Documentation and Docstrings: Be Kind to Your Future Self
We've all been there: opening a project we worked on six months ago and having absolutely no idea what x = y * 0.5 means. Documentation isn't just a chore; it's a love letter to your future self and your teammates.
The Hierarchy of Documentation
- Self-Documenting Code: Variable and function names so clear they don't need explanation.
- Docstrings: Structured explanations of what a function/class does, its inputs, and outputs.
- Comments: Explanations of why something is done (avoid stating what is done, the code shows that).

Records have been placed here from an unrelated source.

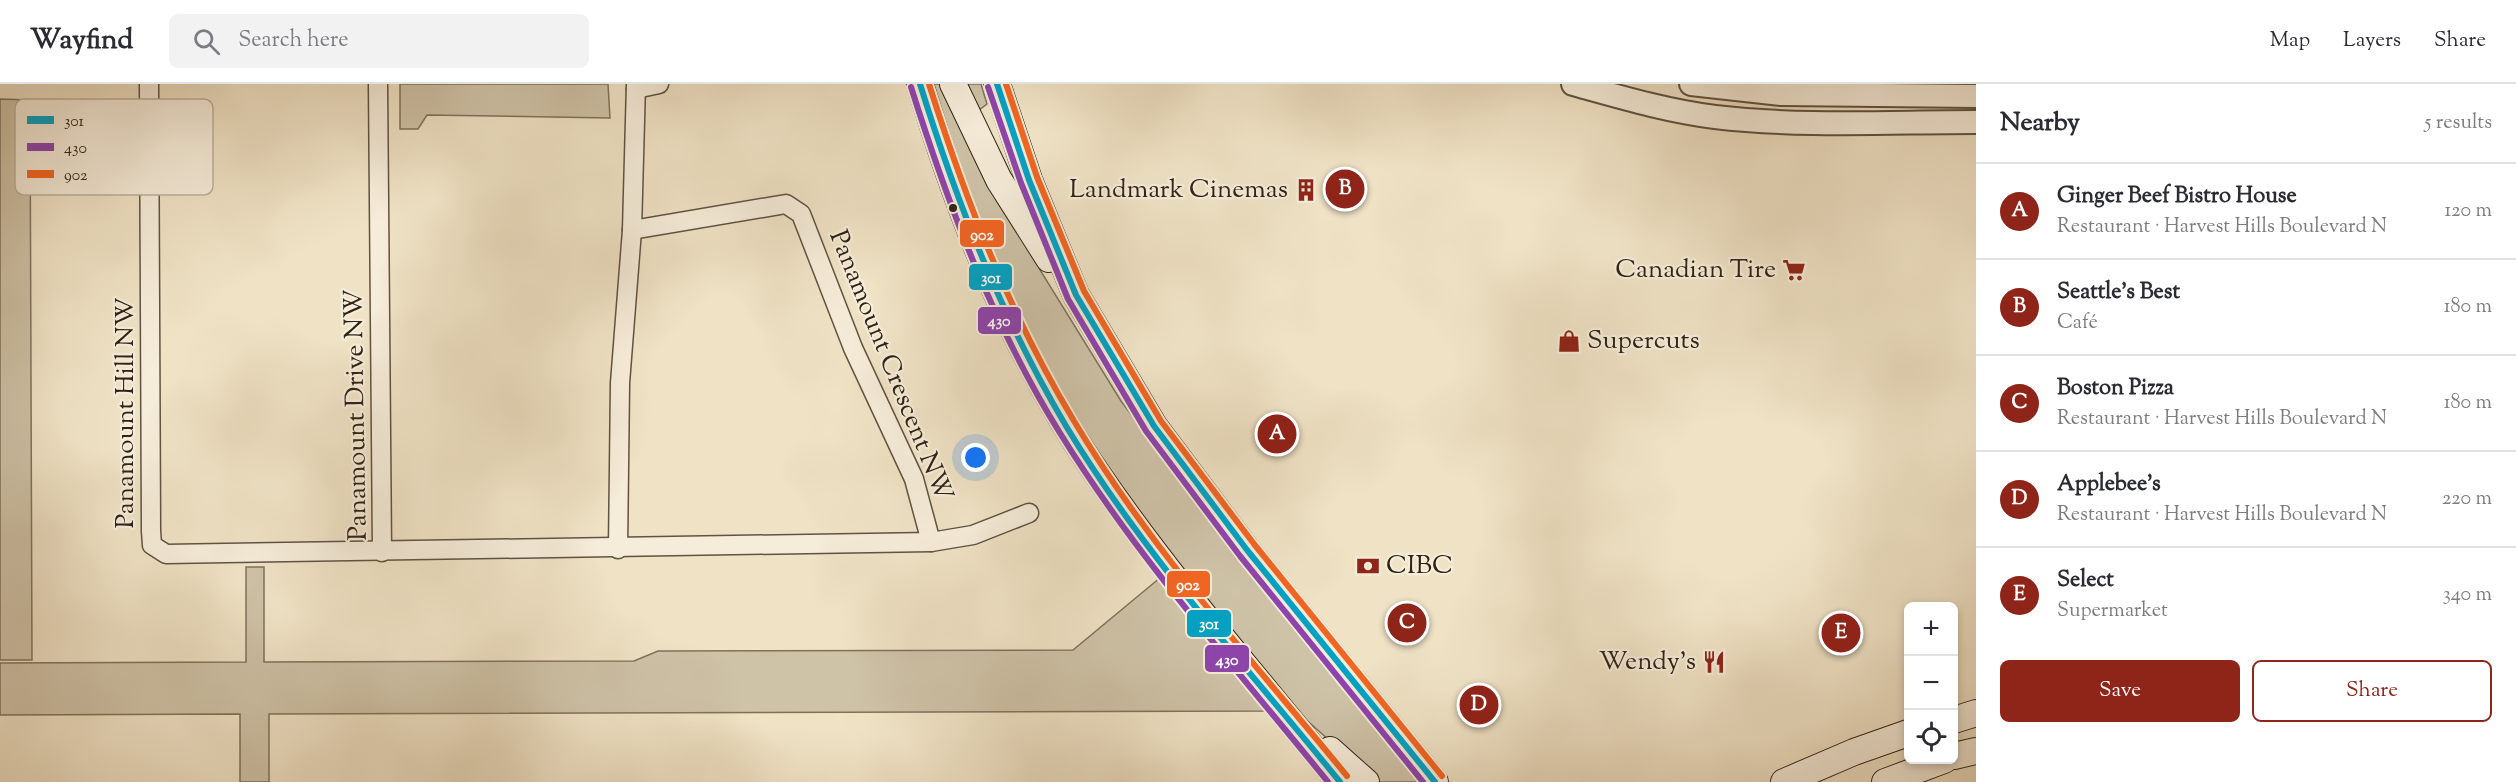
<!DOCTYPE html>
<html lang="en">
<head>
<meta charset="utf-8">
<style>
  :root { --surface:#fff; --page:#f2f2f3; --text:#2b2b33; --muted:#7c7c81; --line:#e1e1e2; --accent:#8f2418 }
  body { margin:0; font-family:"Sorts Mill Goudy",serif; background:var(--page); color:var(--text) }
  .controls { position:absolute; right:18px; bottom:18px; display:grid; overflow:hidden; border-radius:9px; box-shadow:0 3px 9px #0003 }
  .controls button { width:54px; height:54px; display:grid; place-items:center; padding:0; border:0; border-bottom:2px solid var(--line); background:var(--surface); color:var(--text); font:30px sans-serif }
  .you { position:absolute; left:976px; top:374px; width:21px; height:21px; margin:-15px; border:4px solid #fff; border-radius:50%; background:#1a73e8; box-shadow:0 0 0 9px #1a73e833 }
  .badge { display:grid; place-items:center; width:39px; height:39px; border-radius:50%; background:var(--accent); color:#fff; font-size:20px; font-weight:700 }
  .pin { position:absolute; translate:-50% -50%; border:3px solid #fff; box-shadow:0 2px 6px #0006 }
  .list { margin:0; padding:0; list-style:none }
  h2 { display:flex; justify-content:space-between; align-items:center; height:78px; margin:0; padding:0 24px; font-size:26px }
  h2 small { font-size:20px; font-weight:400; color:var(--muted) }
  .list li { display:grid; grid-template-columns:39px 1fr auto; gap:18px; align-items:center; box-sizing:border-box; height:96px; padding:0 24px; border-top:2px solid var(--line) }
  .list b { display:block; font-size:22px; white-space:nowrap }
  .list p { margin:0; font-size:20px; white-space:nowrap; color:var(--muted) }
  .list em { font-size:20px; font-style:normal; color:var(--muted) }
  .actions { display:flex; gap:12px; padding:18px 24px }
  .actions a { flex:1; padding:14px 0; border:2px solid var(--accent); border-radius:9px; text-align:center; font-size:21px; color:var(--accent) }
  .actions .main { background:var(--accent); color:#fff }
  .icon { flex:none; width:33px; height:33px; fill:none; stroke:currentColor; stroke-width:2; stroke-linecap:round; stroke-linejoin:round }
  .map { position:relative; flex:none; width:1976px; height:698px; overflow:hidden }
  header { display:flex; align-items:center; gap:36px; box-sizing:border-box; height:84px; padding:0 30px; background:var(--surface); border-bottom:2px solid var(--line) }
  header strong { font-size:28px }
  nav { display:flex; gap:33px; margin-inline-start:auto; font-size:21px }
  .search { width:420px; height:54px; background:var(--page); display:flex; align-items:center; gap:15px; box-sizing:border-box; padding:0 21px; border-radius:9px; color:var(--muted); font-size:22px }
  main { display:flex }
  aside { flex:1; background:var(--surface) }
  .map>svg:first-child { display:block }
  .green { fill:#cec2a7; stroke:#7e725e; stroke-width:1.5 }
  .lines { fill:none; stroke-linecap:round; stroke-linejoin:round }
  .minor-casing { stroke:#5f5342; stroke-width:21 }
  .tertiary-casing { stroke:#5f5342; stroke-width:26 }
  .secondary-casing { stroke:#2f2316; stroke-width:28 }
  .minor { stroke:#f5ecd9; stroke-width:18 }
  .tertiary { stroke:#f5ecd9; stroke-width:22 }
  .secondary { stroke:#f5ecd9; stroke-width:26 }
  .bus-1-casing { stroke:#f5ecd9; stroke-width:10 }
  .bus-2-casing { stroke:#f5ecd9; stroke-width:10 }
  .bus-3-casing { stroke:#f5ecd9; stroke-width:10 }
  .bus-1 { stroke:#02a2c5; stroke-width:6 }
  .bus-2 { stroke:#8e44ad; stroke-width:6 }
  .bus-3 { stroke:#f26522; stroke-width:6 }
  .bus-dot { fill:#2f2316; stroke:#f5ecd9; stroke-width:2 }
  .labels { text-anchor:middle; dominant-baseline:central; stroke-width:4.5; stroke-linejoin:round; paint-order:stroke }
  .poi-label { font-size:26px; fill:#2f2316; stroke:#f5ecd9; text-anchor:end }
  .street-label { font-size:26px; fill:#2f2316; stroke:#f5ecd9 }
  .key { fill:#f5ecd9; stroke:#bab09e; stroke-width:1.5 }
  .key-label { font-size:16px; fill:#2f2316 }
  .line-badge { stroke:#f5ecd9; stroke-width:2 }
  .badge-label { font-size:16px; text-anchor:middle; font-weight:bold; fill:#fff }
</style>
</head>
<body>
<header>
<strong>Wayfind</strong>
<div class="search"><svg class="icon" aria-label="search" viewBox="0 0 24 24"><circle cx="10" cy="10" r="6"/><path d="M15 15l6 6"/></svg>Search here</div>
<nav><a>Map</a><a>Layers</a><a>Share</a></nav>
</header>
<main>
<div class="map">
<svg width="1976" height="698" viewBox="0 0 1976 698">
  <rect width="100%" height="100%" fill="#efe2c5"/>
  <filter id="stains"><feTurbulence type="fractalNoise" baseFrequency=".00333" numOctaves="4"/><feColorMatrix values="0 0 0 0 .2 0 0 0 0 .09 0 0 0 0 .02 0 0 0 .5 -.17"/></filter>
  <radialGradient id="worn" r=".72"><stop offset=".6" stop-color="#630" stop-opacity="0"/><stop offset="1" stop-color="#630" stop-opacity=".3"/></radialGradient>
  <g class="green">
    <polygon points="400,0 608,0 610,34 427,31 418,45 400,45"/>
    <polygon points="928,0 941,0 1040,186 1121,317 1293,544 1419,698 1376,698 1284,616 1095,374 996,193"/>
    <polygon points="966,0 981,0 987,20 979,26"/>
    <polygon points="0,15 30,16 32,576 0,576"/>
    <polygon points="246,483 264,483 264,578 634,577 658,567 1073,566 1161,493 1266,627 269,630 269,698 240,698 240,630 0,631 0,579 246,578"/>
  </g>
  <g class="lines">
    <g class="minor-casing">
      <g id="minor">
        <polyline points="149,0 151,447 152,461 166,470 931,458 973,451 1029,429"/>
        <polyline points="378,0 382,468"/>
        <polyline points="636,5 659,0"/>
        <polyline points="632,146 786,120 801,130 853,264 914,395 931,458"/>
        <polyline points="618,465 620,299 632,146 636,0"/>
      </g>
    </g>
    <g class="tertiary-casing">
      <g id="tertiary">
        <path d="M1573,0C1620,13 1667,27 1715,33C1801,43 1889,38 1976,38"/>
        <polyline points="1691,0 1781,10 1976,12"/>
      </g>
    </g>
    <g class="secondary-casing">
      <g id="secondary">
        <path d="M920,0C961,136 1015,270 1096,388C1170,496 1258,596 1340,698"/>
        <polyline points="953,0 999,96 1049,175"/>
        <polyline points="997,0 1029,96 1076,211 1154,342 1247,466 1435,698"/>
        <polyline points="1954,636 1976,629"/>
        <polyline points="1330,666 1366,698"/>
        <polyline points="1954,672 1976,667"/>
        <polyline points="1784,698 1854,668 1908,649"/>
        <polyline points="1885,698 1944,676"/>
      </g>
    </g>
    <use href="#minor" class="minor"/>
    <use href="#tertiary" class="tertiary"/>
    <use href="#secondary" class="secondary"/>
    <g class="bus-1-casing">
      <g id="bus-1">
        <path d="M920,0C957,119 1002,234 1066,342C1143,470 1246,582 1340,698"/>
        <polyline points="997,0 1029,96 1076,211 1154,342 1247,466 1435,698"/>
      </g>
    </g>
    <g class="bus-2-casing">
      <g id="bus-2">
        <path d="M911,3C949,123 993,241 1060,349C1137,474 1236,584 1328,698"/>
        <polyline points="988,3 1021,99 1068,215 1146,347 1240,472 1423,698"/>
      </g>
    </g>
    <g class="bus-3-casing">
      <g id="bus-3">
        <path d="M929,0C966,117 1010,231 1074,337C1150,465 1253,577 1347,692"/>
        <polyline points="1006,0 1037,93 1084,207 1161,337 1254,460 1442,692"/>
      </g>
    </g>
    <use href="#bus-1" class="bus-1"/>
    <use href="#bus-2" class="bus-2"/>
    <use href="#bus-3" class="bus-3"/>
  </g>
  <defs>
    <g id="building-bare" transform="scale(1.8)"><path d="M-4-6H4V6H1V3H-1V6H-4ZM-2.5-4.3h1.7v1.8h-1.7ZM.8-4.3h1.7v1.8H.8ZM-2.5-1h1.7V.8h-1.7ZM.8-1h1.7V.8H.8Z" fill="#8f2418" stroke="#f5ecd9" stroke-width="2.5" paint-order="stroke"/></g>
    <g id="supermarket-bare" transform="scale(1.8)"><path d="M-6-5.5h2.5l.6 2H6L4.5 2H-2.5L-4.4-4H-6ZM-1.5 3.2a1.3 1.3 0 1 0 .1 0ZM3 3.2a1.3 1.3 0 1 0 .1 0Z" fill="#8f2418" stroke="#f5ecd9" stroke-width="2.5" paint-order="stroke"/></g>
    <g id="shop-bare" transform="scale(1.8)"><path d="M-5-2.5h2.3a2.7 3.5 0 0 1 5.4 0H5L5.5 6h-11ZM-1.5-2.5h3a1.5 2.3 0 0 0-3 0Z" fill="#8f2418" stroke="#f5ecd9" stroke-width="2.5" paint-order="stroke"/></g>
    <g id="bank-bare" transform="scale(1.8)"><path d="M-6-4H6V4H-6ZM0-2.3a2.3 2.3 0 1 0 0 4.6a2.3 2.3 0 1 0 0-4.6Z" fill="#8f2418" stroke="#f5ecd9" stroke-width="2.5" paint-order="stroke"/></g>
    <g id="restaurant-bare" transform="scale(1.8)"><path d="M-5-6h1v4h1v-4h1v4h1v-4h1v5L-1.5 .5V6h-2V.5L-5-1ZM5-6V6H3V1.5H1.5Q1.5-4 5-6Z" fill="#8f2418" stroke="#f5ecd9" stroke-width="2.5" paint-order="stroke"/></g>
  </defs>
  <g fill-rule="evenodd">
    <use href="#building-bare" x="1306" y="106"/>
    <use href="#supermarket-bare" x="1794" y="186"/>
    <use href="#shop-bare" x="1569" y="257"/>
    <use href="#bank-bare" x="1368" y="482"/>
    <use href="#restaurant-bare" x="1714" y="578"/>
  </g>
  <circle class="bus-dot" cx="953" cy="124" r="5"/>
  <g class="labels">
    <g class="poi-label">
      <text x="1288" y="106">Landmark Cinemas</text>
      <text x="1776" y="186">Canadian Tire</text>
      <text x="1587" y="257" text-anchor="start">Supercuts</text>
      <text x="1386" y="482" text-anchor="start">CIBC</text>
      <text x="1696" y="578">Wendy's</text>
    </g>
    <g class="street-label">
      <text transform="translate(890 282) rotate(68)">Panamount Crescent NW</text>
      <text transform="translate(126 329) rotate(-90)">Panamount Hill NW</text>
      <text transform="translate(357 331) rotate(-91)">Panamount Drive NW</text>
    </g>
  </g>
  <rect x="15" y="15" width="198" height="96" rx="9" class="key"/>
  <rect x="27" y="32" width="27" height="8" fill="#02a2c5"/>
  <rect x="27" y="59" width="27" height="8" fill="#8e44ad"/>
  <rect x="27" y="86" width="27" height="8" fill="#f26522"/>
  <g class="key-label">
    <text x="64" y="42">301</text>
    <text x="64" y="69">430</text>
    <text x="64" y="96">902</text>
  </g>
  <g class="line-badge">
    <rect x="959" y="135" width="46" height="29" rx="6" fill="#f26522"/>
    <rect x="968" y="179" width="45" height="28" rx="6" fill="#02a2c5"/>
    <rect x="977" y="222" width="45" height="29" rx="6" fill="#8e44ad"/>
    <rect x="1166" y="486" width="45" height="28" rx="6" fill="#f26522"/>
    <rect x="1186" y="525" width="46" height="29" rx="6" fill="#02a2c5"/>
    <rect x="1204" y="560" width="46" height="29" rx="6" fill="#8e44ad"/>
  </g>
  <g class="badge-label">
    <text x="982" y="156">902</text>
    <text x="991" y="199">301</text>
    <text x="999" y="242">430</text>
    <text x="1188" y="506">902</text>
    <text x="1209" y="545">301</text>
    <text x="1227" y="581">430</text>
  </g>
  <rect width="100%" height="100%" filter="url(#stains)"/>
  <rect width="100%" height="100%" fill="url(#worn)"/>
</svg>
<div class="controls">
<button>+</button>
<button>−</button>
<button><svg class="icon" aria-label="locate" viewBox="0 0 24 24"><circle cx="12" cy="12" r="6"/><path d="M12 2v4M12 18v4M2 12h4M18 12h4"/></svg></button>
</div>
<div class="you"></div>
<div class="pin badge" style="left:1277px;top:350px">A</div>
<div class="pin badge" style="left:1345px;top:105px">B</div>
<div class="pin badge" style="left:1407px;top:539px">C</div>
<div class="pin badge" style="left:1479px;top:621px">D</div>
<div class="pin badge" style="left:1841px;top:549px">E</div>
</div>
<aside>
<h2>Nearby<small>5 results</small></h2>
<ul class="list">
<li><span class="badge">A</span><div><b>Ginger Beef Bistro House</b><p>Restaurant · Harvest Hills Boulevard N</p></div><em>120 m</em></li>
<li><span class="badge">B</span><div><b>Seattle's Best</b><p>Café</p></div><em>180 m</em></li>
<li><span class="badge">C</span><div><b>Boston Pizza</b><p>Restaurant · Harvest Hills Boulevard N</p></div><em>180 m</em></li>
<li><span class="badge">D</span><div><b>Applebee's</b><p>Restaurant · Harvest Hills Boulevard N</p></div><em>220 m</em></li>
<li><span class="badge">E</span><div><b>Select</b><p>Supermarket</p></div><em>340 m</em></li>
</ul>
<div class="actions"><a class="main">Save</a><a>Share</a></div>
</aside>
</main>
</body>
</html>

- External Docs (README/Wiki): High-level overview, installation, and usage guides.
Docstrings: The Standard
In Python, a docstring is a string literal that occurs as the first statement in a module, function, class, or method definition.
Bad:
def split(df, r):
# Splits data
n = int(len(df) * r)
return df[:n], df[n:]
Good (Google Style):
def split_dataset(data: pd.DataFrame, ratio: float) -> tuple[pd.DataFrame, pd.DataFrame]:
"""Splits the dataset into training and testing sets.
Args:
data: The input dataframe containing features and labels.
ratio: A float between 0 and 1 indicating the proportion of data
to include in the training set.
Returns:
A tuple containing (train_df, test_df).
Raises:
ValueError: If ratio is not between 0 and 1.
"""
if not 0 < ratio < 1:
raise ValueError("Ratio must be between 0 and 1.")
n = int(len(data) * ratio)
return data[:n], data[n:]
Why standard formats matter?
Tools like Sphinx or VS Code extensions can automatically generate nice HTML documentation or hover-text tooltips from standard docstrings (Google, NumPy, or reST style).
Comments: The Why, Not the What
Useless Comment:
x = x + 1 # Increment x
Useful Comment:
# We add a small epsilon to avoid division by zero errors in the log transform
x = x + 1e-9
Summary
- Name well:
learning_rateis better thanlr. - Docstring always: Every function needs a docstring explaining Args and Returns.
- Comment sparingly: Only explain complex logic or "why" decisions.
Good documentation turns a "script" into a "product."